'Once is still too many' - Referee Nigel Owens battled bulimia over Christmas period

International rugby referee Nigel Owens has said his ongoing struggle with bulimia nervosa returned over Christmas.

Luke Chivers and international rugby referee Nigel Owens open up about their struggles with bulimia. Source: Sunday

The eating disorder also resurfaced in the lead up to his career pinnacle - the 2015 Rugby World Cup final between New Zealand and Australia.

The Welsh referee gives an openly frank interview on his struggles with Bulimia. Source: Sunday

On BBC Radio Two's Jeremy Vine Show, Owens was asked about if he felt he had overcome the disorder, reported Wales Online.  

"If you'd have asked me this two weeks ago, I'd have said yes," he said. 

"Unfortunately in the last two weeks and the Christmas period, the pressures of Christmas and the drinking and eating too much, I have made myself ill unfortunately once or twice in the last couple of weeks when I see myself putting a bit of weight on, knowing I was too eating too much.

"I managed to keep it at bay for the best part of seven or eight months but unfortunately it has come back a bit now.

"Not as frequently as the past, but once is still too many. It's an ongoing battle that I need to think about how am I going to deal with it and get some expert help.

Owens spoke out about his experience during a BBC Panorama series looking at male eating disorders.

"It was a secret I was still battling to control as I stepped on to the pitch to referee the Rugby World Cup in 2015," he told the BBC.
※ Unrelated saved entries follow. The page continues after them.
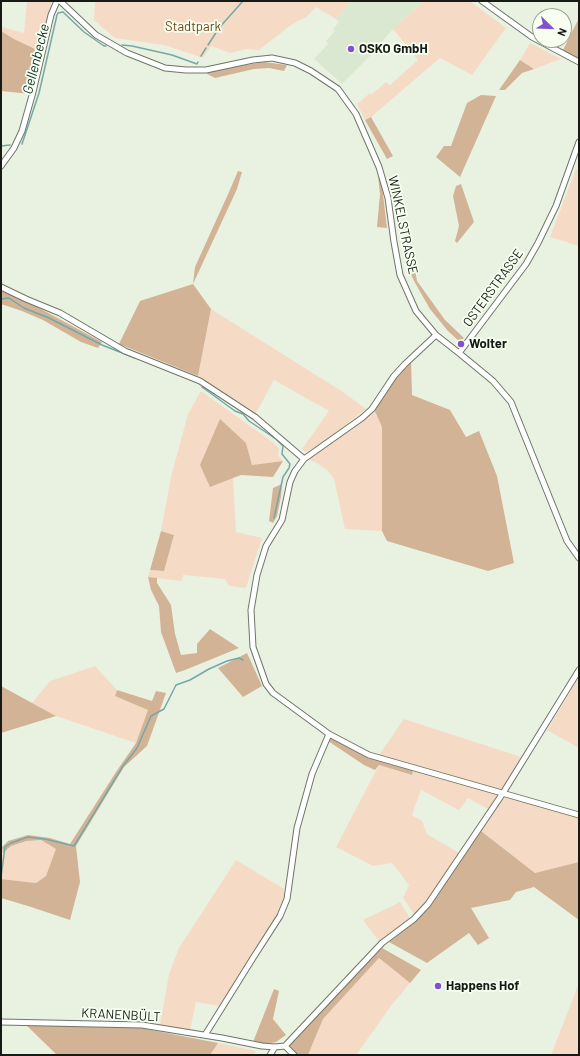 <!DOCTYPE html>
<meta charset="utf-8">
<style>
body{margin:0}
#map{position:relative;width:580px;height:1056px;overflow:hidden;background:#e9f2e1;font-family:Barlow,sans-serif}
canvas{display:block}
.frame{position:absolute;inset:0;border:2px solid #171a15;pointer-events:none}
.north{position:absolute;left:532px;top:8px;width:40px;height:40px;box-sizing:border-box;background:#f7fff1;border:1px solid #9da399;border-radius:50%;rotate:113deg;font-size:11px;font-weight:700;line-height:16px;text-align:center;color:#171a15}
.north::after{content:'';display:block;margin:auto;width:14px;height:18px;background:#8154cd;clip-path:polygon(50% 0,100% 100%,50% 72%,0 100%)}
</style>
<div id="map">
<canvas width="580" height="1056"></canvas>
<div class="frame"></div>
<div class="north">N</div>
</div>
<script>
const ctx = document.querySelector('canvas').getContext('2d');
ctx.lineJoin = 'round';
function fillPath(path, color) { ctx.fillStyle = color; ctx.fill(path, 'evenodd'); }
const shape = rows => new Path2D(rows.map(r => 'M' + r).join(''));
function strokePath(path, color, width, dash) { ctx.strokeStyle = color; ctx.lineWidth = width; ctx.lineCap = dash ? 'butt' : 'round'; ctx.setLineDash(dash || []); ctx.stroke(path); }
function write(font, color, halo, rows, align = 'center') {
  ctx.font = font + ' Barlow,sans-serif'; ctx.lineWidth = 3.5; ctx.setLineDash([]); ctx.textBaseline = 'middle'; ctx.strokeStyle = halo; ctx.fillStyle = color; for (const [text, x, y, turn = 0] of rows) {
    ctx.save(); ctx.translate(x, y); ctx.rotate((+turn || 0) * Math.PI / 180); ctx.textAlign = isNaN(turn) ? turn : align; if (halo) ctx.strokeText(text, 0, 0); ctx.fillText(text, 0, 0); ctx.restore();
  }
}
fillPath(shape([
 [351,1,424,1,393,29,366,60,342,84,314,59,328,44,326,41,335,31,333,29,339,22,336,19]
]), '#dbe8d1');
fillPath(shape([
 [27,1,52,1,36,68,34,68,35,49,14,39,1,31,1,27,24,33],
 [95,1,351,1,336,19,316,7,306,17,291,25,259,50,247,49,230,53,211,46,203,58,164,45,115,38,94,20],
 [424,1,470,1,506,28,472,75,440,58,371,117,365,120,357,104,370,93,371,95,386,82,390,85,418,60,393,29],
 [530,43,561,59,534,69,520,60],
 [576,169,579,170,579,246,550,237],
 [211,309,343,392,366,409,318,446,305,452,302,449,329,411,274,380,256,413,198,376],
 [201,391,274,443,279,448,278,455,283,461,252,465,246,443,210,486,233,478,236,532,262,538,246,588,229,586,225,579,183,575,182,581,148,577,150,570,164,571,174,535,161,531,171,477,188,414],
 [374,409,382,427,382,531,345,529,334,479,328,471,317,463,307,459],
 [95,666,117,690,115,696,149,710,136,743,56,716,32,703,50,681],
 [579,677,579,748,547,730],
 [404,719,521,757,502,790,379,755],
 [379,765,411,775,413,770,499,794,488,809,468,798,459,810,421,790,412,815,422,821,427,834,459,853,426,902,414,914,403,898,409,885,392,863,373,866,336,847],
 [504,796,579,817,579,862,535,873,481,831],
 [41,840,57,849,46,876,36,883,1,879,1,862,3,853,1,853,1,846,3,853,11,846,27,841],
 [236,860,284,889,284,897,278,914,220,1006,196,1002,190,1030,160,1025,169,974,179,948],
 [400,902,410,918,379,941,363,920],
 [379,958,410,983,391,1006,356,1055,308,1055,323,1019],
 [579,983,579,1055,551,1055],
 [218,1043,256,1051,253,1055,210,1055]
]), '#f5dbc5');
fillPath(shape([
 [579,18,579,58,563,50],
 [1,31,14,39,35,49,34,68,36,68,30,94,1,91],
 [520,60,534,69,522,73,505,90,499,90],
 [264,62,287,65,284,71,269,68,254,69,215,78,207,74,210,71],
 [481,95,496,96,460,177,436,157,444,146,451,146,467,103],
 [371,117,393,156,387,159,365,120],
 [238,171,242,172,237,189,193,284,211,309,198,376,119,344,140,301,193,284,195,267,229,192],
 [378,177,382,186,387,228,377,227,380,194],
 [461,184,474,222,457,243,455,241,459,226,453,196,456,186],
 [413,259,417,281,445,320,464,338,460,342,448,331,430,309,414,281,406,263,405,260],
 [3,291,26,301,102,342,98,348,81,342,43,320,22,311,1,304,1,293],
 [411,360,412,395,450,410,466,437,479,431,497,476,514,563,488,571,387,541,382,531,382,427,374,409,395,376],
 [220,419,246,443,252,465,283,461,273,477,241,475,210,487,200,465],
 [282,484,281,497,277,516,273,523,269,521,273,488],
 [161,531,174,535,164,571,150,570],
 [148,577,157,578,157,583,171,605,175,634,181,655,197,653,197,644,210,629,239,648,185,670,176,673,161,632,159,606,151,590],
 [247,653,262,686,243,697,218,668],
 [1,686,32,703,56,716,1,733],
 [117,690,152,701,156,691,166,693,147,746,124,767,76,846,80,882,70,920,28,906,1,898,1,879,36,883,46,876,56,849,41,840,27,841,11,846,3,853,2,847,8,841,28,835,50,838,70,844,116,772,136,743,148,710,115,696],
 [330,737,413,770,412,775,379,765,375,770,364,765,328,741],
 [481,831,535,873,579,862,579,920,534,887,516,892,510,900,471,908,489,938,478,945,469,933,427,963,389,942,415,922,430,907],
 [382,948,421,970,410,983,379,958,323,1019,308,1055,298,1055,289,1045],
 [274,989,279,991,273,1019,286,1035,276,1042,267,1044,253,1042],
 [26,1025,141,1028,218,1043,210,1055,57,1055]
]), '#d3b396');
strokePath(shape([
 [122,45,132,46,172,55,197,64,198,62],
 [208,45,219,28,243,1],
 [201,56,206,48],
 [22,144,39,93,57,15,58,13,63,12,84,32,104,46,106,46],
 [1,146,10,145],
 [1,299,9,298,24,308,49,318,102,345,135,358],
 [202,387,235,411,243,414,249,421,276,439,283,446,282,454,290,464,289,468,283,477,274,518],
 [1,877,5,847,11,843,28,837,45,839,74,846,123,766,137,748,151,716,164,709,176,685,190,680,209,669,227,661,239,658,243,660]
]), '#74a8a8', 1.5);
const minor = shape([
 [60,1,96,35,127,53,165,68,186,70,206,70,253,60,272,58,295,63,311,71,338,89,356,114,379,167,388,198,394,242,400,275,416,311,436,335,459,353,493,381,511,402,567,541,579,558],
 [482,1,532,37,579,62],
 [1,166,14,148,22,131,33,92,51,15,57,1],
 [1,287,26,299,60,313,125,351,200,381,255,417,304,459],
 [436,335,405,364,394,376,372,409,362,418,304,459,295,471,290,482,282,520,266,546,257,575,251,610,253,647,266,684,273,693,329,734,369,755,579,815],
 [459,353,526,264,538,243,556,206,579,142],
 [1,1022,142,1025,222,1038,262,1046,275,1047,285,1046,382,943,414,919,428,904,503,793,579,670],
 [205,1035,253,958,280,916,287,899,297,828,312,774,329,734],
 [285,1046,294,1055],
 [270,1055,275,1047]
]);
strokePath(minor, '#6e7667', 7);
strokePath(minor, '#fff', 5);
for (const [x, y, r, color] of [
 [351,49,4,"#8154cd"],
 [461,344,4,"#8154cd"],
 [438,986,4,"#8154cd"]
]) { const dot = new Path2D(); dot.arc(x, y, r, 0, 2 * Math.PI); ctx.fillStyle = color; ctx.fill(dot); strokePath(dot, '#f7fff1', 1.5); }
write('13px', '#704416', '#f7fff1', [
 ["Stadtpark",193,27]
]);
write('bold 13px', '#171a15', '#f7fff1', [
 ["OSKO GmbH",359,49],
 ["Wolter",469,344],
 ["Happens Hof",446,986]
], 'left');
write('13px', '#171a15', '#f7fff1', [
 ["WINKELSTRASSE",403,225,78],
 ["OSTERSTRASSE",493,288,-54],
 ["KRANENBÜLT",121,1015,3]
]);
write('italic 14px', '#132f2f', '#f7fff1', [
 ["Gellenbecke",36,59,-76]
]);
</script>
The 46-year-old - the most-capped referee in history - also spoke about coming out as gay in "one of the most macho sports on the planet", and how he was one of the first sportsmen to talk about his suicide attempt.

He said growing up he found himself attracted to men and he "couldn't figure out what on earth was going on".

"Desperate not to become this person, I struggled to suppress him," he said.

Owens became depressed and was overweight. He was 18 when he began making himself sick.

"Mental health issues, depression over my sexuality, bulimia and steroids - my life was an unrelenting nightmare."